You been liking it? I really enjoyed what I read of Pandora's Star (but I ended up never finishing it and doubt I'll ever return) so I've been pretty interested in the Night's Dawn trilogy. The premise is super intriguing, at least.
 

DieH@rd

Member
Oct 26, 2017
10,561
Pandora's Star takes a lot of time before shit hits the fan [and when it hit, it was very massive explosion].

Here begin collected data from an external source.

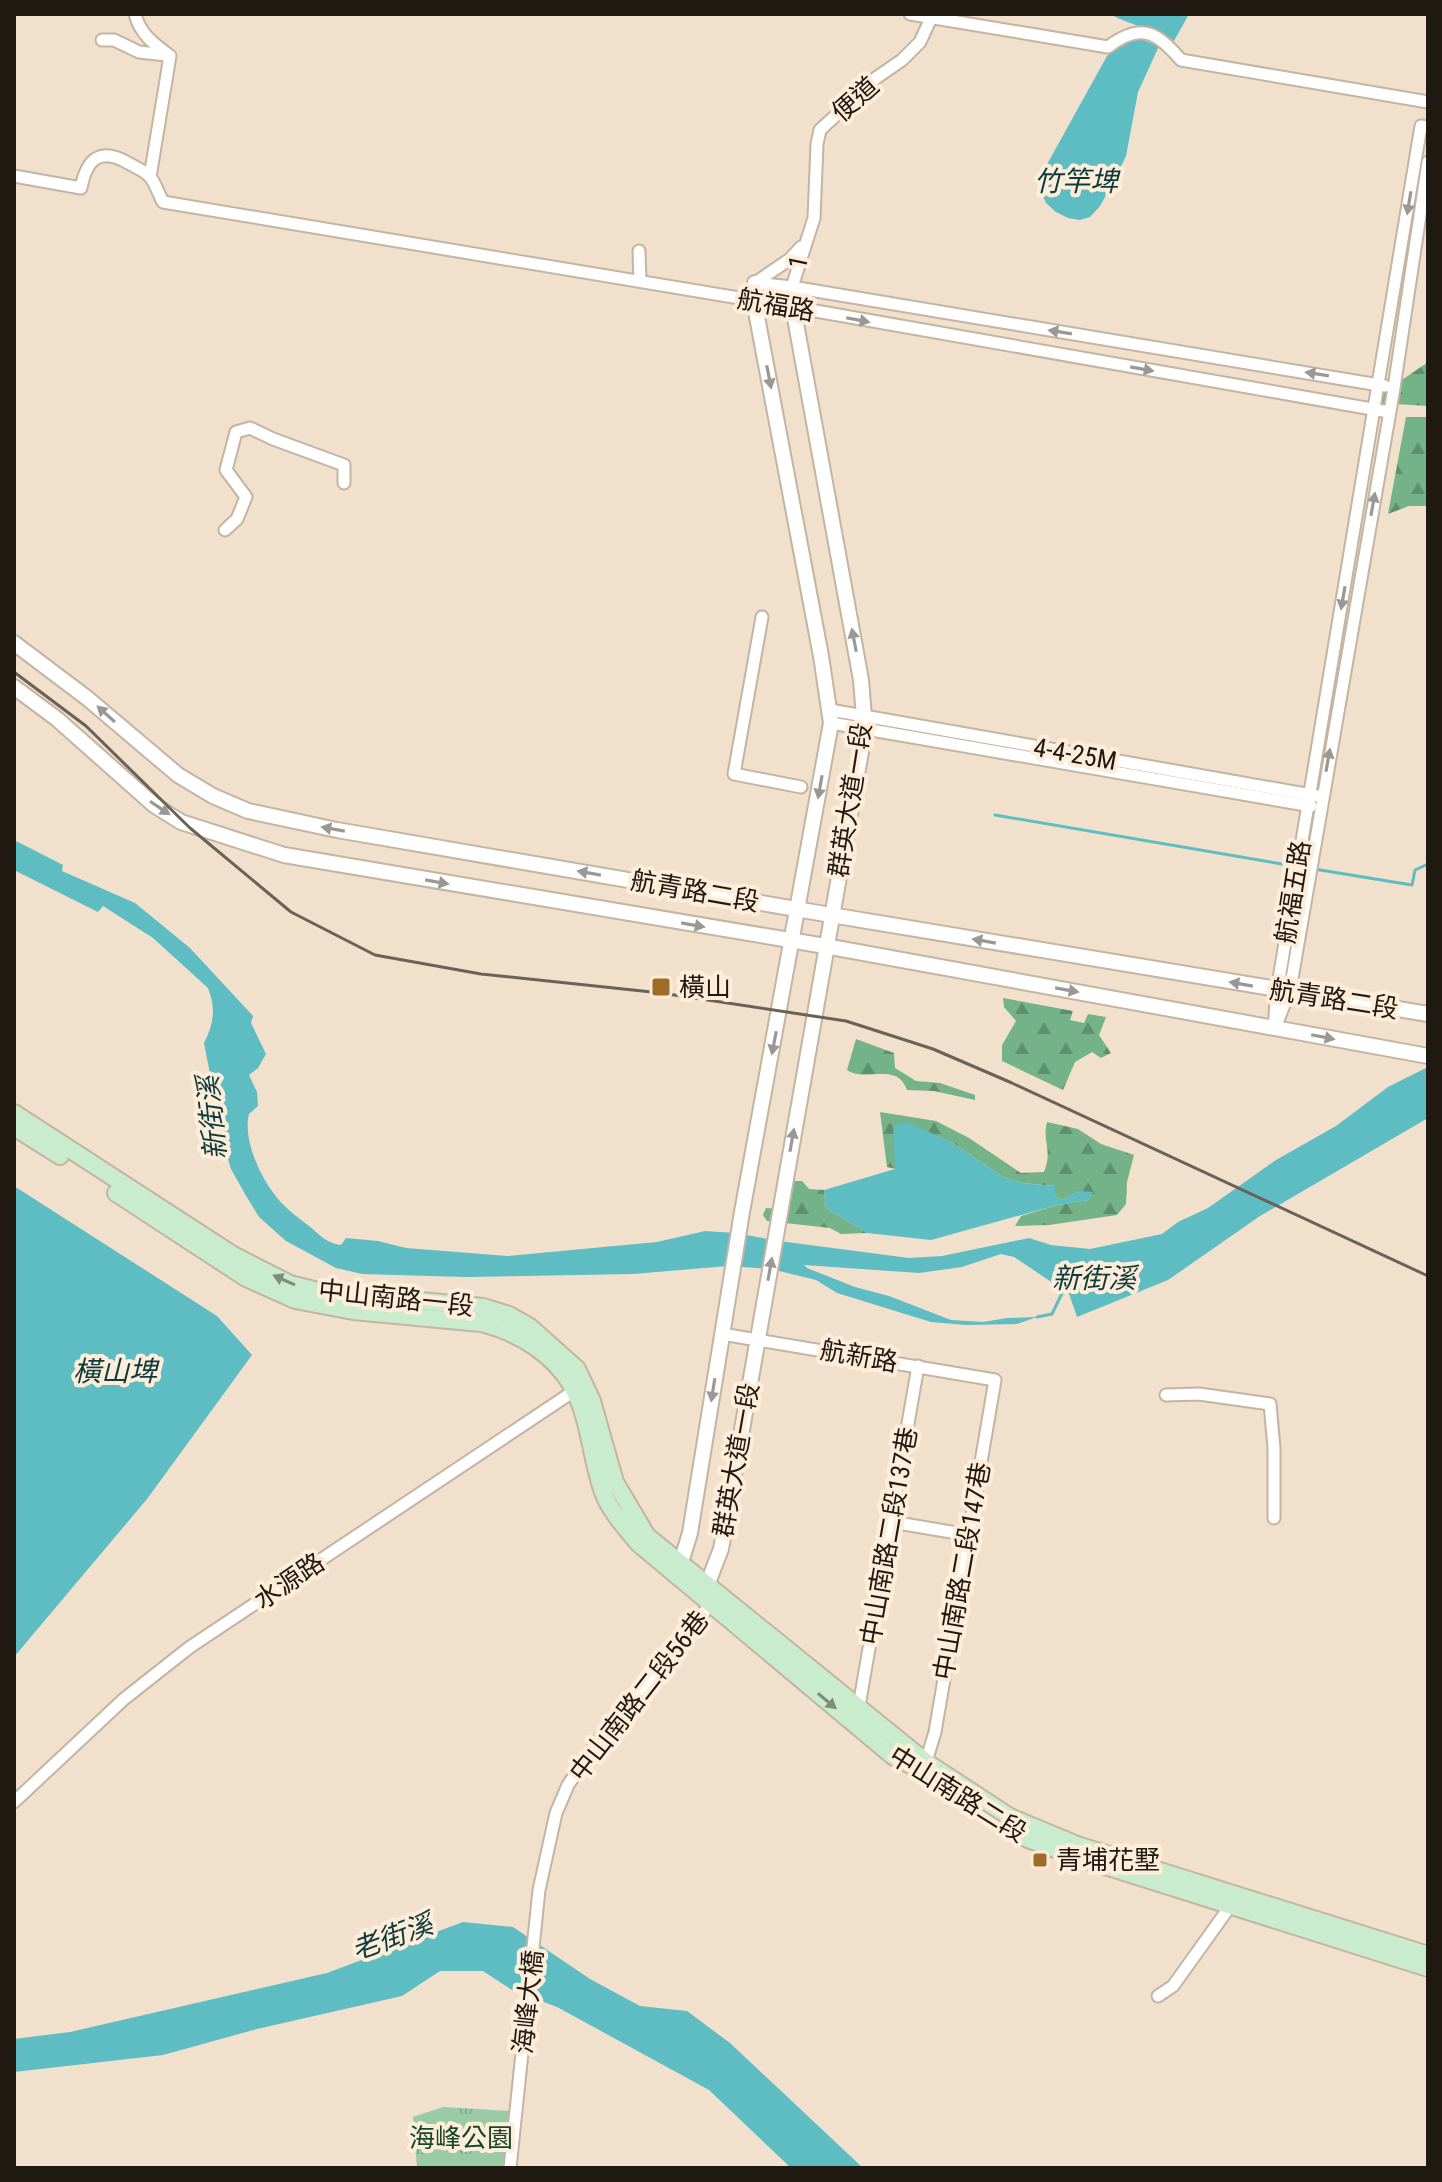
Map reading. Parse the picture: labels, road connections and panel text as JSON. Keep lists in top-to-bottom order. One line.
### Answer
{"streets":{"main road":["中山南路一段","中山南路二段"],"street":["便道","1","航福路","4-4-25M","群英大道一段","航青路二段","航福五路","航新路","中山南路二段137巷","中山南路二段147巷","水源路","中山南路二段56巷","海峰大橋"]},"crossings":[["便道","1"],["1","航福路"],["1","群英大道一段"],["航福路","群英大道一段"],["航福路","航福五路"],["4-4-25M","群英大道一段"],["4-4-25M","航福五路"],["群英大道一段","航青路二段"],["群英大道一段","航新路"],["群英大道一段","中山南路二段56巷"],["群英大道一段","中山南路二段"],["航青路二段","航福五路"],["中山南路一段","水源路"],["中山南路一段","中山南路二段"],["航新路","中山南路二段137巷"],["航新路","中山南路二段147巷"],["中山南路二段137巷","中山南路二段"],["中山南路二段147巷","中山南路二段"],["中山南路二段56巷","中山南路二段"],["中山南路二段56巷","海峰大橋"]],"water":["竹竿埤","新街溪","橫山埤","老街溪"],"parks":["海峰公園"],"places":{"transit":["橫山","青埔花墅"]}}
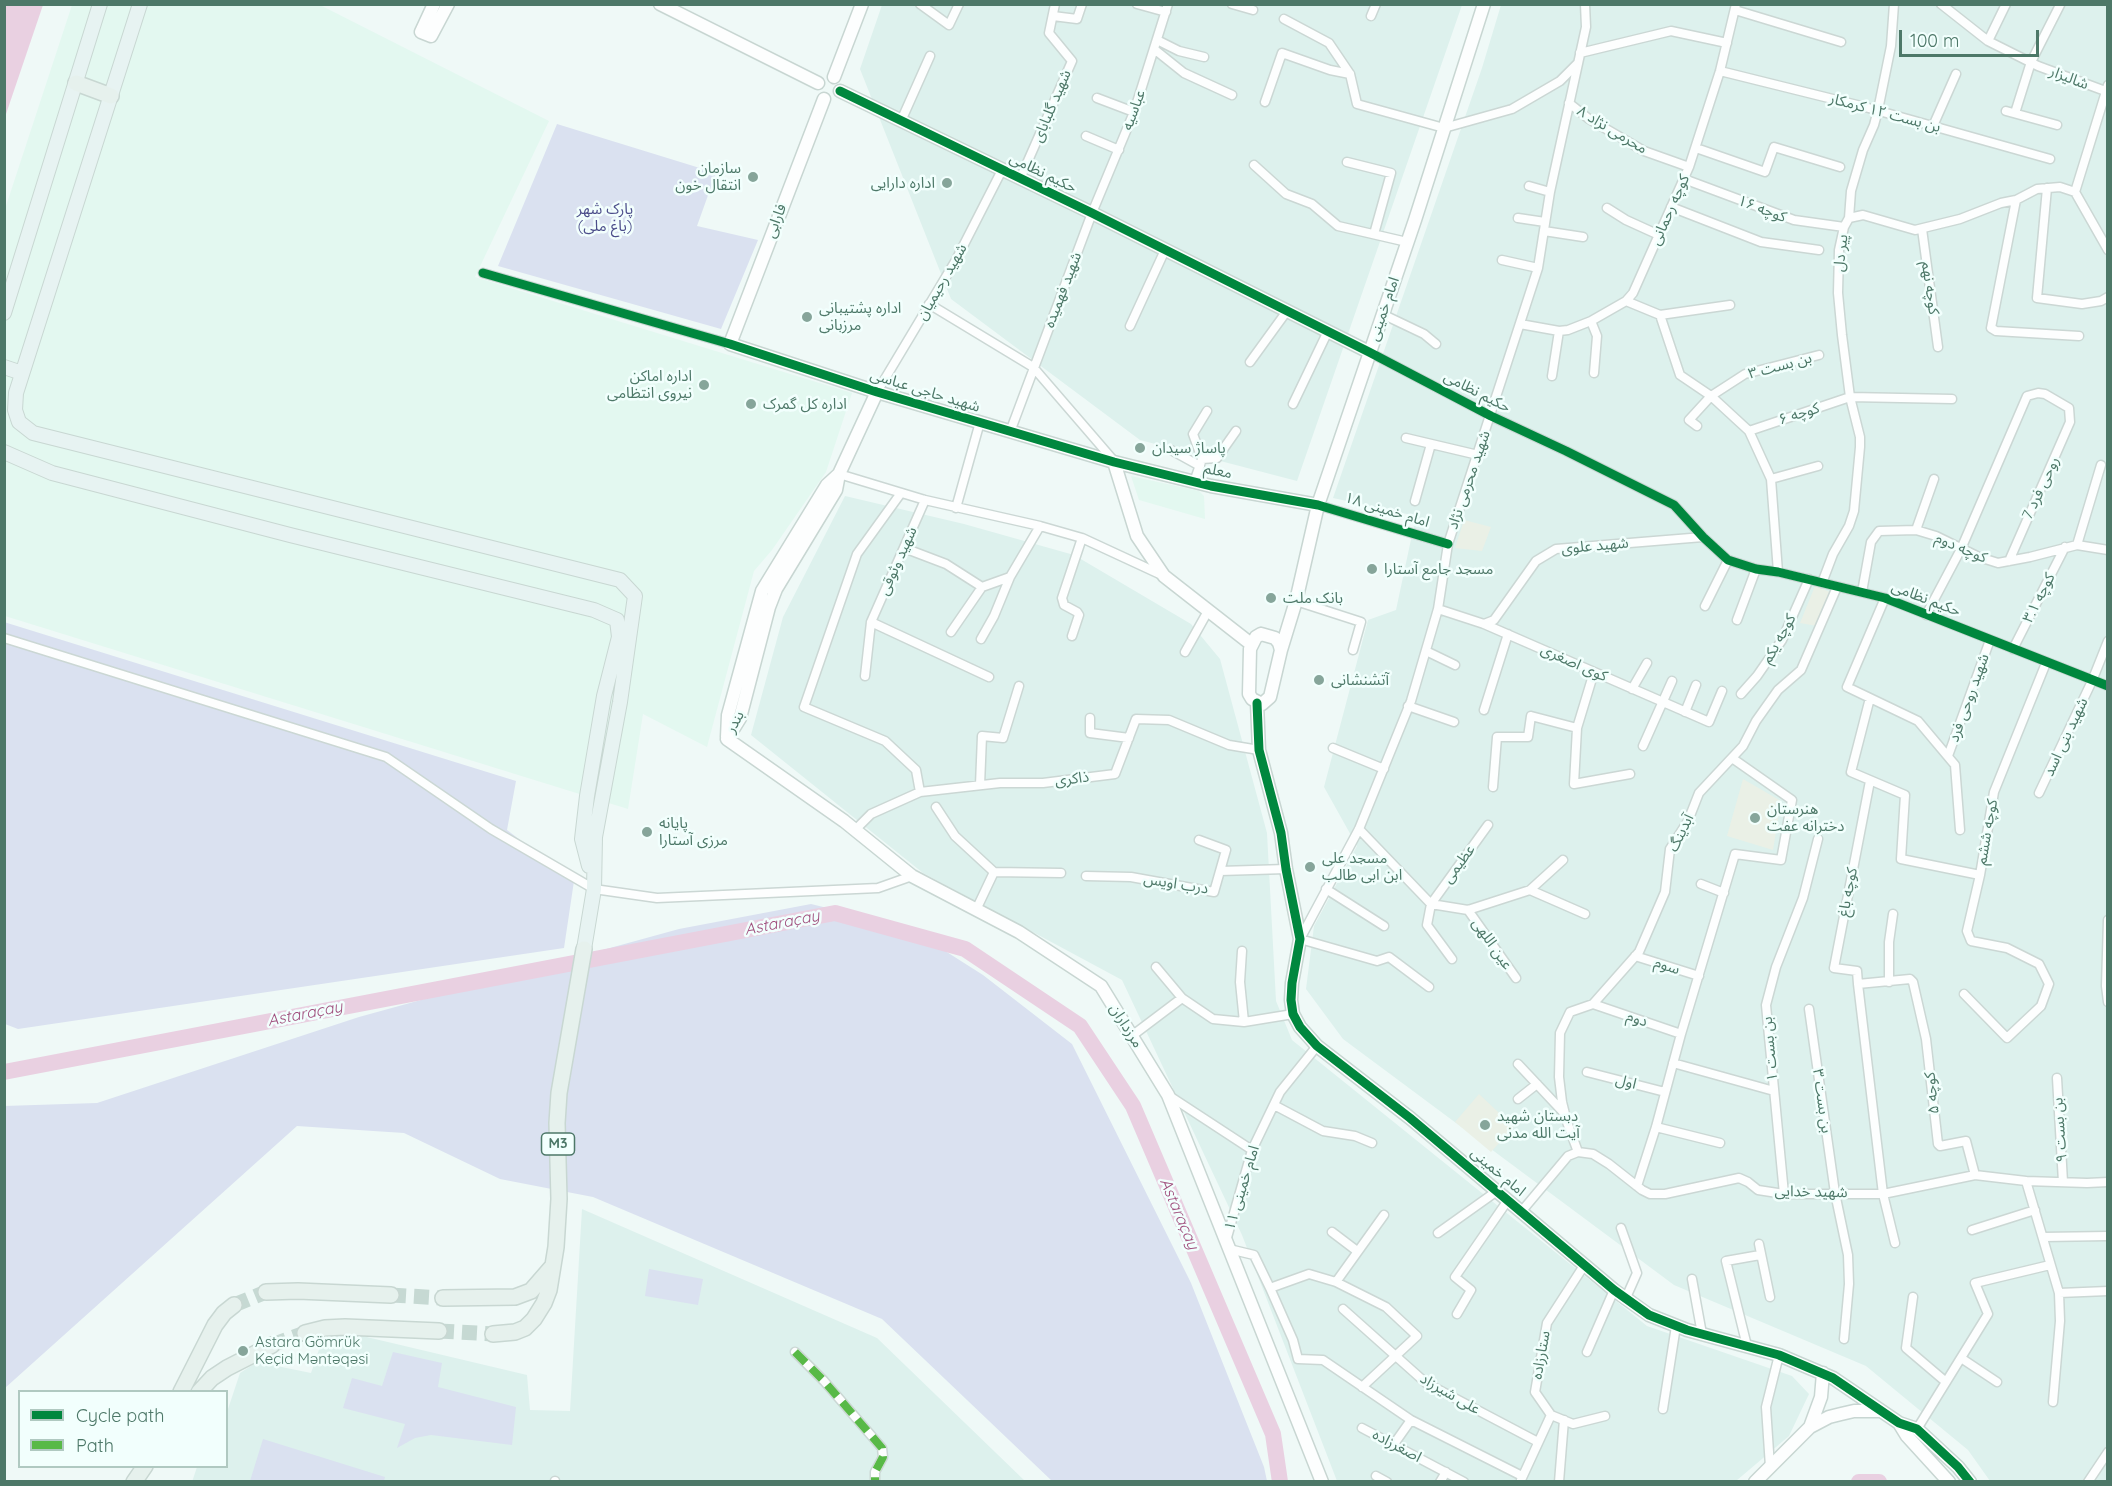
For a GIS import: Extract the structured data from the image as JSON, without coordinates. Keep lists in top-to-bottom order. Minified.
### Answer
{"streets":{"highway":["M3"],"street":["شالیزار","شهید گلبابای","عباسیه","بن بست ۱۲ کرمکار","محرمی نژاد ۸","حکیم نظامی","کوچه ۱۶","کوچه رحمانی","فارابی","پیر دل","شهید رحیمیان","کوچه نهم","شهید فهمیده","امام خمینی","بن بست ۳","شهید حاجی عباسی","کوچه ۶","معلم","شهید محرمی نژاد","روحی فرد 7","امام خمینی ۱۸","شهید علوی","کوچه دوم","شهید وثوقی","کوچه ۳.۱","کوچه یکم","کوی اصغری","شهید روحی فرد","بندر","شهید بنی اسد","ذاکری","کوچه ششم","آبدینگ","عظیمی","درب اویس","کوچه باغ","عین اللهی","سوم","دوم","مرزداران","بن بست ۱","اول","کوچه ۵","بن بست ۹","امام خمینی ۱۱","شهید خدایی","ستارزاده","علی شیرزاد","اصغرزاده"]},"crossings":[["شهید گلبابای","حکیم نظامی"],["عباسیه","حکیم نظامی"],["عباسیه","شهید فهمیده"],["بن بست ۱۲ کرمکار","کوچه رحمانی"],["محرمی نژاد ۸","کوچه رحمانی"],["محرمی نژاد ۸","شهید محرمی نژاد"],["حکیم نظامی","فارابی"],["حکیم نظامی","پیر دل"],["حکیم نظامی","شهید رحیمیان"],["حکیم نظامی","شهید فهمیده"],["حکیم نظامی","امام خمینی"],["حکیم نظامی","شهید محرمی نژاد"],["حکیم نظامی","شهید علوی"],["حکیم نظامی","کوچه دوم"],["حکیم نظامی","کوچه ۳.۱"],["حکیم نظامی","کوچه یکم"],["حکیم نظامی","شهید روحی فرد"],["حکیم نظامی","شهید بنی اسد"],["حکیم نظامی","کوچه ششم"],["حکیم نظامی","آبدینگ"],["کوچه ۱۶","کوچه رحمانی"],["کوچه ۱۶","پیر دل"],["فارابی","شهید حاجی عباسی"],["پیر دل","کوچه نهم"],["پیر دل","کوچه ۶"],["شهید رحیمیان","شهید حاجی عباسی"],["شهید رحیمیان","بندر"],["شهید فهمیده","شهید حاجی عباسی"],["امام خمینی","معلم"],["امام خمینی","امام خمینی ۱۸"],["امام خمینی","امام خمینی ۱۱"],["امام خمینی","ستارزاده"],["بن بست ۳","شهید خدایی"],["شهید حاجی عباسی","معلم"],["شهید حاجی عباسی","بندر"],["معلم","امام خمینی ۱۸"],["شهید محرمی نژاد","امام خمینی ۱۸"],["شهید محرمی نژاد","کوی اصغری"],["روحی فرد 7","کوچه دوم"],["شهید علوی","کوی اصغری"],["کوچه دوم","کوچه ۳.۱"],["بندر","مرزداران"],["ذاکری","مرزداران"],["کوچه ششم","کوچه باغ"],["آبدینگ","سوم"],["آبدینگ","دوم"],["آبدینگ","شهید خدایی"],["مرزداران","امام خمینی ۱۱"],["بن بست ۱","شهید خدایی"],["کوچه ۵","شهید خدایی"],["بن بست ۹","شهید خدایی"]],"water":["Astaraçay"],"parks":["پارک شهر (باغ ملی)"],"places":["سازمان انتقال خون","اداره دارایی","اداره پشتیبانی مرزبانی","اداره اماکن نیروی انتظامی","اداره کل گمرک","پاساژ سیدان","مسجد جامع آستارا","بانک ملت","آتشنشانی","هنرستان دخترانه عفت","پایانه مرزی آستارا","مسجد علی ابن ابی طالب","دبستان شهید آیت الله مدنی","Astara Gömrük Keçid Məntəqəsi"],"legend":["Cycle path","Path"],"scale_bar":"100 m"}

Night's Dawn has a better buildup [still long, but I like the characters], and the enemy threat was very eerie and evil.
 

RepairmanJack

Member
Oct 27, 2017
7,111
Instead of any of my reading options I just opted to plow through the rest of The Reckoner series. About a third through Firefight now. Was actually hoping it didn't jump instantly into another big Epic/set-up/hit. But I guess that's what this series is. I'd actually appreciate more world building from a Sanderson book if that makes sense.
 

Donthizz

Member
Oct 26, 2017
3,902
You been liking it? I really enjoyed what I read of Pandora's Star (but I ended up never finishing it and doubt I'll ever return) so I've been pretty interested in the Night's Dawn trilogy. The premise is super intriguing, at least.

if you buy into the " enemy " in Night's dawn, then it's going to be a fun read.